WHAT TO DO.
Pull every line from the records that has the word "Turn" in it.

EXTRACTED DATA.
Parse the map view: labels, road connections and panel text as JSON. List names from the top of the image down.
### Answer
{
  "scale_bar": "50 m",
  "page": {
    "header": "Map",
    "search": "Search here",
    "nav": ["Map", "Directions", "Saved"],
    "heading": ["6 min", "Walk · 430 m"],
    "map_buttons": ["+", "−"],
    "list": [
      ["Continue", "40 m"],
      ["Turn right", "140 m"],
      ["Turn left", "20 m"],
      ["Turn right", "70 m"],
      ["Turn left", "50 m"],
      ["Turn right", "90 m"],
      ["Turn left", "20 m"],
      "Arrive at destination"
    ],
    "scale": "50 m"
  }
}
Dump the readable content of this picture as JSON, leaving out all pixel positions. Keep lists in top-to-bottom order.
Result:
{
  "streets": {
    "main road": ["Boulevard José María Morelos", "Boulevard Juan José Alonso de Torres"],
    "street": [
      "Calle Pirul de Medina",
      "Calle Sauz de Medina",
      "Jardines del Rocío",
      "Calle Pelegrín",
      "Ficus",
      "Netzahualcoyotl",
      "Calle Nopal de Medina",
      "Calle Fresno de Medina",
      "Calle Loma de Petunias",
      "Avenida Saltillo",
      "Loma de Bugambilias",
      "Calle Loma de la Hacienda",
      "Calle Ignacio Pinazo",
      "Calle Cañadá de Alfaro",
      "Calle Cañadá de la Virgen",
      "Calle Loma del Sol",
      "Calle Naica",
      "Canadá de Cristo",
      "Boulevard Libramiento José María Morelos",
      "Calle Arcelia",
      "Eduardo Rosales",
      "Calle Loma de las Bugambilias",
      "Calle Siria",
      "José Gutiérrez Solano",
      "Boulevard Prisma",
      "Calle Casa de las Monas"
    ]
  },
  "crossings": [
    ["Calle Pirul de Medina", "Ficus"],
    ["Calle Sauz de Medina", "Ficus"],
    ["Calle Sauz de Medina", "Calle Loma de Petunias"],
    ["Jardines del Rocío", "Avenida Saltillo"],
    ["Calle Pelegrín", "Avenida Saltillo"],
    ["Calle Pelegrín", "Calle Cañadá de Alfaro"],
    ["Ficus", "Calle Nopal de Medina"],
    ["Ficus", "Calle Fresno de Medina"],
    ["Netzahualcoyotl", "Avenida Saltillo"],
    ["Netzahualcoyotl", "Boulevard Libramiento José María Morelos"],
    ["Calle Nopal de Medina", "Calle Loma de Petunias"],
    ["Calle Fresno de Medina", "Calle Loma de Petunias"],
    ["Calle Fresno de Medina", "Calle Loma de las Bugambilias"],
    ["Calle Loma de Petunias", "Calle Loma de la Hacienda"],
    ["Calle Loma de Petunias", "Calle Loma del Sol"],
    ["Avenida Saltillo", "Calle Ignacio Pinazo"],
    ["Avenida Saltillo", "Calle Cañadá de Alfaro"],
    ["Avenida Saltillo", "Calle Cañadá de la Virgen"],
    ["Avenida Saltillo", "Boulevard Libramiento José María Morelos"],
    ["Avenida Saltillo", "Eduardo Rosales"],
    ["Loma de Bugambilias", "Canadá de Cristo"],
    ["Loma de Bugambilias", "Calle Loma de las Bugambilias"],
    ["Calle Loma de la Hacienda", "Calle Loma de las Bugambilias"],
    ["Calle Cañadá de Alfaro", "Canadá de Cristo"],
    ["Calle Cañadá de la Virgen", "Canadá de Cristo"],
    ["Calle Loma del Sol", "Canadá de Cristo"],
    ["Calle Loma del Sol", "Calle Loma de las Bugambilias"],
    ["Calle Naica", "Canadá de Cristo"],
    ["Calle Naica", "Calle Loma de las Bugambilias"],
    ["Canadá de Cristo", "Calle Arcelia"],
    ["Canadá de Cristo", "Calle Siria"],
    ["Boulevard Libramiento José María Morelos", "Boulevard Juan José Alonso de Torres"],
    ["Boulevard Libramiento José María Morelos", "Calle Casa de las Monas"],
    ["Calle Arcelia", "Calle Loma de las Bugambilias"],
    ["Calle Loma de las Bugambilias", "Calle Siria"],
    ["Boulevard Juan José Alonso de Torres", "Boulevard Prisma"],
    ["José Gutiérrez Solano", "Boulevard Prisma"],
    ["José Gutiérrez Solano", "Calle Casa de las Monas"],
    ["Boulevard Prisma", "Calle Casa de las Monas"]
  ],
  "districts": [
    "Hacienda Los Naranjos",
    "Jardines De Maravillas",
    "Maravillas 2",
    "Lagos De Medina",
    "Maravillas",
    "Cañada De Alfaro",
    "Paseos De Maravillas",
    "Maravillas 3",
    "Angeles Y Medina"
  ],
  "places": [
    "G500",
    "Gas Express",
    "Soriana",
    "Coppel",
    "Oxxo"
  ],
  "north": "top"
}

RESULT.
      ["Turn right", "140 m"],
      ["Turn left", "20 m"],
      ["Turn right", "70 m"],
      ["Turn left", "50 m"],
      ["Turn right", "90 m"],
      ["Turn left", "20 m"],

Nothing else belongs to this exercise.